(Saved data entries)
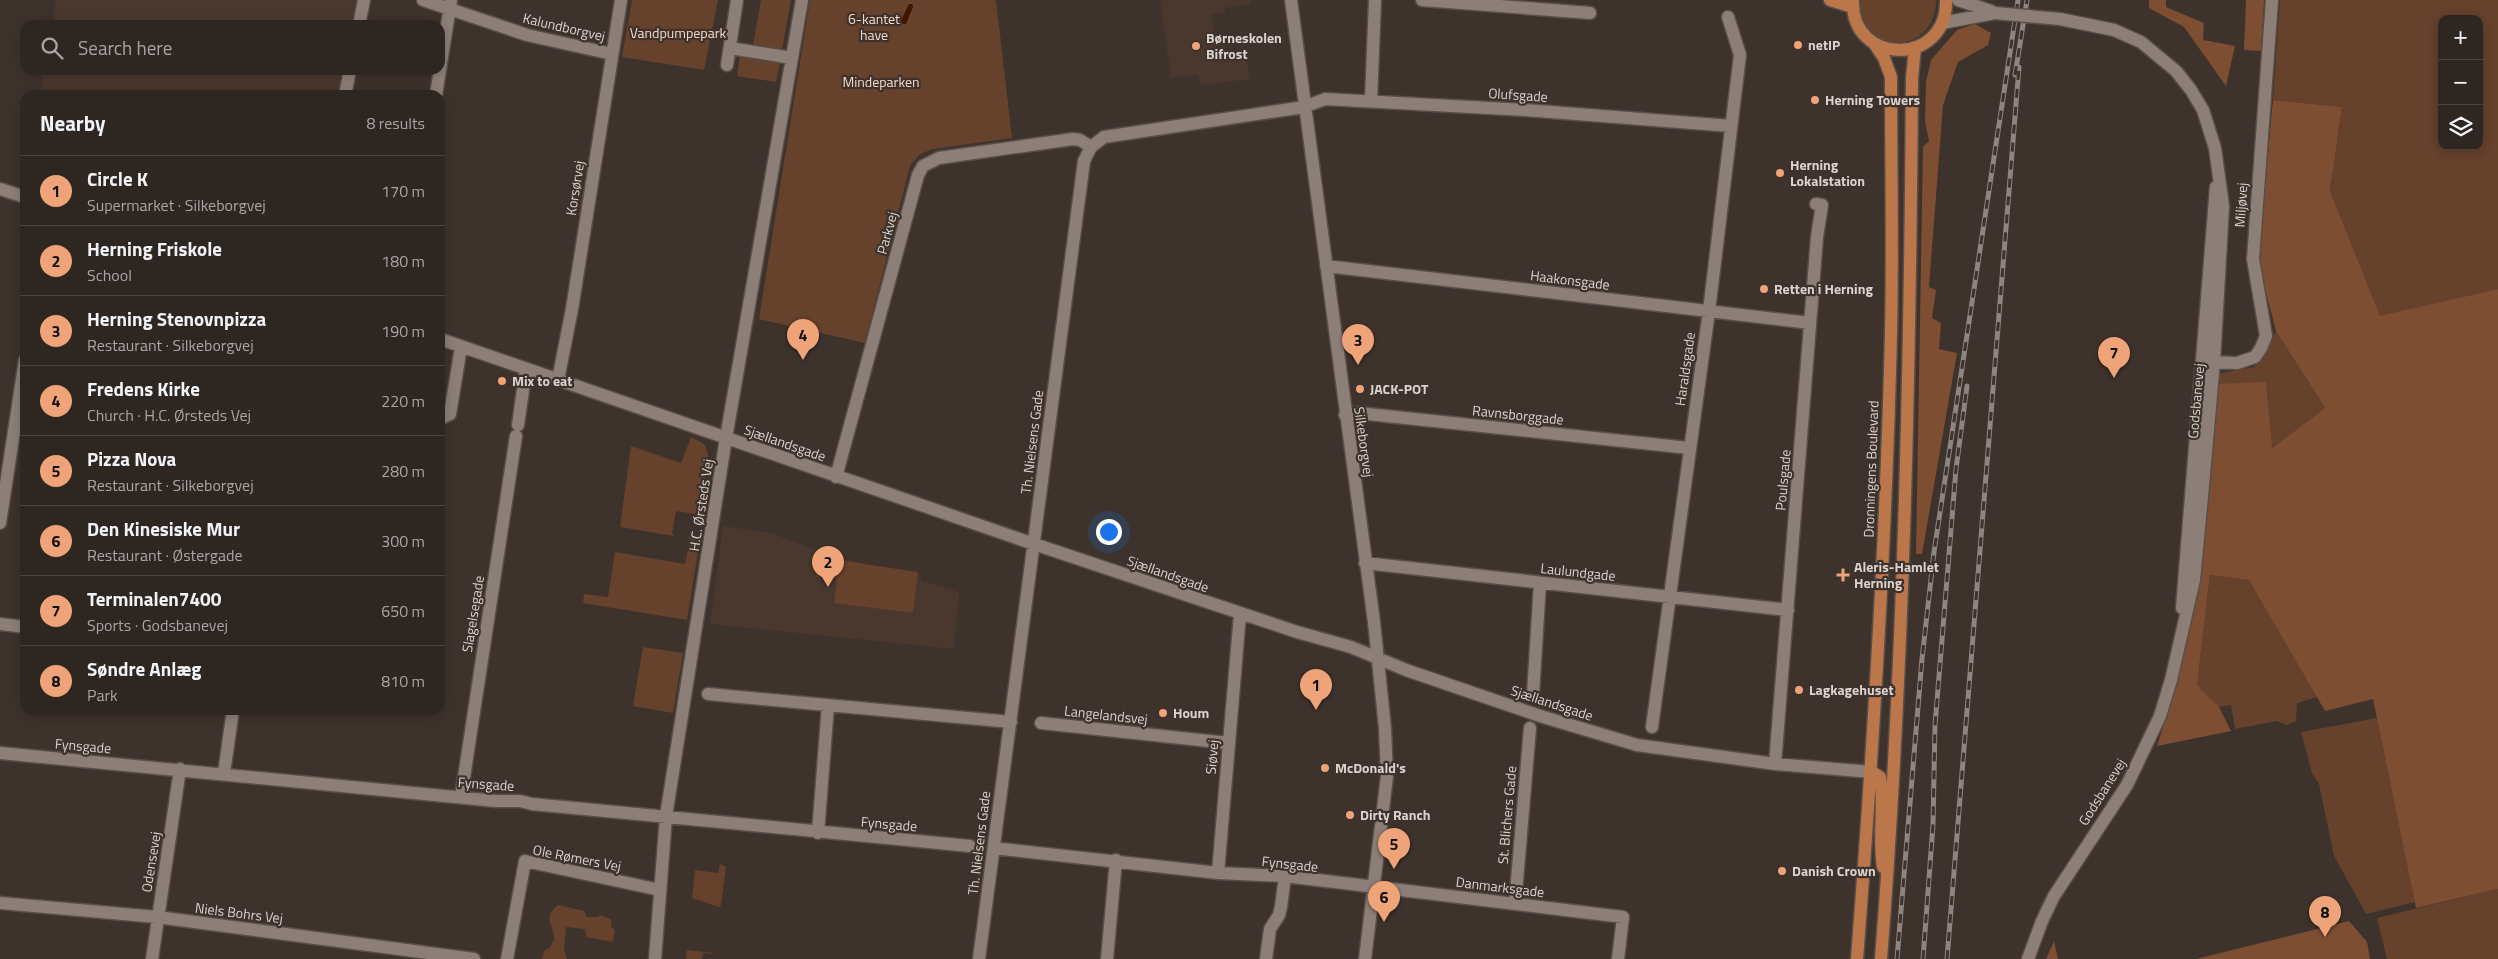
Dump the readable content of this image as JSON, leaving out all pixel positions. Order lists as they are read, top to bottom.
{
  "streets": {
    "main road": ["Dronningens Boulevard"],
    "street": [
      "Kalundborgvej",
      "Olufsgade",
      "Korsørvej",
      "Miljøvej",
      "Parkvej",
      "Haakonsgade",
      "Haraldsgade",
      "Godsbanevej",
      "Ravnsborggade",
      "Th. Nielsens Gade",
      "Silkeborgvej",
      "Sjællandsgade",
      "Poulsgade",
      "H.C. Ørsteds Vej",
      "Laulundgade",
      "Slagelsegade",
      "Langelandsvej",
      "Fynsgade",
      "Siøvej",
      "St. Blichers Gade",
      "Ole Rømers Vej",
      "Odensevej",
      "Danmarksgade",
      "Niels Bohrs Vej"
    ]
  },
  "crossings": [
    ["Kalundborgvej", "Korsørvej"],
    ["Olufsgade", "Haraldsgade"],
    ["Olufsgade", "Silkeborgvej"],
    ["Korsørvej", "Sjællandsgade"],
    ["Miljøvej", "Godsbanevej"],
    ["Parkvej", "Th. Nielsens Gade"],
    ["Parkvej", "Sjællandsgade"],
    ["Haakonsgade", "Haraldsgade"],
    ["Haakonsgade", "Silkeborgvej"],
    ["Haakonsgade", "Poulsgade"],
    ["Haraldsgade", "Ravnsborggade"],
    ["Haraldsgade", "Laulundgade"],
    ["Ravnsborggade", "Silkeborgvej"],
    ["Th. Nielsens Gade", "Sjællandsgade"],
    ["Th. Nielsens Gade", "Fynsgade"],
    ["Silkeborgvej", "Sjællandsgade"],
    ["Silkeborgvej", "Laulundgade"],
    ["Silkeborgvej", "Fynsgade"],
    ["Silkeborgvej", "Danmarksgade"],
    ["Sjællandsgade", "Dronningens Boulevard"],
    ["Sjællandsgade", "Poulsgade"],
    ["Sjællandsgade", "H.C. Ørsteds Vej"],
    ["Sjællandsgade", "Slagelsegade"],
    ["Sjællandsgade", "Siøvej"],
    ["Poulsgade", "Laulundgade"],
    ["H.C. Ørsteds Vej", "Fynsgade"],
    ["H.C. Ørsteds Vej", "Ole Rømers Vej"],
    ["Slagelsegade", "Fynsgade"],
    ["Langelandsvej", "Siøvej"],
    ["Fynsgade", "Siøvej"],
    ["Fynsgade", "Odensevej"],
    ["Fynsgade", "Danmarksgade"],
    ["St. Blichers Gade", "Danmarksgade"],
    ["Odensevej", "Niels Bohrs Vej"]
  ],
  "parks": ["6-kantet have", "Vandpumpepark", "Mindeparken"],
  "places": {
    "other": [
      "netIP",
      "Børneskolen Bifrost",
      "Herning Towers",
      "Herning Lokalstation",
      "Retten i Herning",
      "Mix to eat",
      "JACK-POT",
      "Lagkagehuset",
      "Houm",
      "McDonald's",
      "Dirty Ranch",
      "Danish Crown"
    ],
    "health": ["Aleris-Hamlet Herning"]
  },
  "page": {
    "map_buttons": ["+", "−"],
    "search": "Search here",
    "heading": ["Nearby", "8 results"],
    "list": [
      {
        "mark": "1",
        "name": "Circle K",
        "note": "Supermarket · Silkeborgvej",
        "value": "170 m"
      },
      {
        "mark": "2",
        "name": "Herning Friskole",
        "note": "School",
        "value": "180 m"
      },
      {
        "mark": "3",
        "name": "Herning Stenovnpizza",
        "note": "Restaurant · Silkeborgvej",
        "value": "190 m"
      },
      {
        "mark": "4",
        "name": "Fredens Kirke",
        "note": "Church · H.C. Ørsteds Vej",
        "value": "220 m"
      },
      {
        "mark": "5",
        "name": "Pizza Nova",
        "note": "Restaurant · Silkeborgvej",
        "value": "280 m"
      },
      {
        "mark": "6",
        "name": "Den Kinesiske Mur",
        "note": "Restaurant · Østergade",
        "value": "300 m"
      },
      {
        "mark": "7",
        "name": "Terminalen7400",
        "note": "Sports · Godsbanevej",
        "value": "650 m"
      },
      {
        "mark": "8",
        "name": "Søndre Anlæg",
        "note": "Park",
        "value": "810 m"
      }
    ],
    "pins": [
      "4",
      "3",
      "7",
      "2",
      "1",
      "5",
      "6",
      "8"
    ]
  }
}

#### Required work:
Write out the data again word for word, minus any images.

#### Reply:
Dump the readable content of this image as JSON, leaving out all pixel positions. Order lists as they are read, top to bottom.
{
  "streets": {
    "main road": ["Dronningens Boulevard"],
    "street": [
      "Kalundborgvej",
      "Olufsgade",
      "Korsørvej",
      "Miljøvej",
      "Parkvej",
      "Haakonsgade",
      "Haraldsgade",
      "Godsbanevej",
      "Ravnsborggade",
      "Th. Nielsens Gade",
      "Silkeborgvej",
      "Sjællandsgade",
      "Poulsgade",
      "H.C. Ørsteds Vej",
      "Laulundgade",
      "Slagelsegade",
      "Langelandsvej",
      "Fynsgade",
      "Siøvej",
      "St. Blichers Gade",
      "Ole Rømers Vej",
      "Odensevej",
      "Danmarksgade",
      "Niels Bohrs Vej"
    ]
  },
  "crossings": [
    ["Kalundborgvej", "Korsørvej"],
    ["Olufsgade", "Haraldsgade"],
    ["Olufsgade", "Silkeborgvej"],
    ["Korsørvej", "Sjællandsgade"],
    ["Miljøvej", "Godsbanevej"],
    ["Parkvej", "Th. Nielsens Gade"],
    ["Parkvej", "Sjællandsgade"],
    ["Haakonsgade", "Haraldsgade"],
    ["Haakonsgade", "Silkeborgvej"],
    ["Haakonsgade", "Poulsgade"],
    ["Haraldsgade", "Ravnsborggade"],
    ["Haraldsgade", "Laulundgade"],
    ["Ravnsborggade", "Silkeborgvej"],
    ["Th. Nielsens Gade", "Sjællandsgade"],
    ["Th. Nielsens Gade", "Fynsgade"],
    ["Silkeborgvej", "Sjællandsgade"],
    ["Silkeborgvej", "Laulundgade"],
    ["Silkeborgvej", "Fynsgade"],
    ["Silkeborgvej", "Danmarksgade"],
    ["Sjællandsgade", "Dronningens Boulevard"],
    ["Sjællandsgade", "Poulsgade"],
    ["Sjællandsgade", "H.C. Ørsteds Vej"],
    ["Sjællandsgade", "Slagelsegade"],
    ["Sjællandsgade", "Siøvej"],
    ["Poulsgade", "Laulundgade"],
    ["H.C. Ørsteds Vej", "Fynsgade"],
    ["H.C. Ørsteds Vej", "Ole Rømers Vej"],
    ["Slagelsegade", "Fynsgade"],
    ["Langelandsvej", "Siøvej"],
    ["Fynsgade", "Siøvej"],
    ["Fynsgade", "Odensevej"],
    ["Fynsgade", "Danmarksgade"],
    ["St. Blichers Gade", "Danmarksgade"],
    ["Odensevej", "Niels Bohrs Vej"]
  ],
  "parks": ["6-kantet have", "Vandpumpepark", "Mindeparken"],
  "places": {
    "other": [
      "netIP",
      "Børneskolen Bifrost",
      "Herning Towers",
      "Herning Lokalstation",
      "Retten i Herning",
      "Mix to eat",
      "JACK-POT",
      "Lagkagehuset",
      "Houm",
      "McDonald's",
      "Dirty Ranch",
      "Danish Crown"
    ],
    "health": ["Aleris-Hamlet Herning"]
  },
  "page": {
    "map_buttons": ["+", "−"],
    "search": "Search here",
    "heading": ["Nearby", "8 results"],
    "list": [
      {
        "mark": "1",
        "name": "Circle K",
        "note": "Supermarket · Silkeborgvej",
        "value": "170 m"
      },
      {
        "mark": "2",
        "name": "Herning Friskole",
        "note": "School",
        "value": "180 m"
      },
      {
        "mark": "3",
        "name": "Herning Stenovnpizza",
        "note": "Restaurant · Silkeborgvej",
        "value": "190 m"
      },
      {
        "mark": "4",
        "name": "Fredens Kirke",
        "note": "Church · H.C. Ørsteds Vej",
        "value": "220 m"
      },
      {
        "mark": "5",
        "name": "Pizza Nova",
        "note": "Restaurant · Silkeborgvej",
        "value": "280 m"
      },
      {
        "mark": "6",
        "name": "Den Kinesiske Mur",
        "note": "Restaurant · Østergade",
        "value": "300 m"
      },
      {
        "mark": "7",
        "name": "Terminalen7400",
        "note": "Sports · Godsbanevej",
        "value": "650 m"
      },
      {
        "mark": "8",
        "name": "Søndre Anlæg",
        "note": "Park",
        "value": "810 m"
      }
    ],
    "pins": [
      "4",
      "3",
      "7",
      "2",
      "1",
      "5",
      "6",
      "8"
    ]
  }
}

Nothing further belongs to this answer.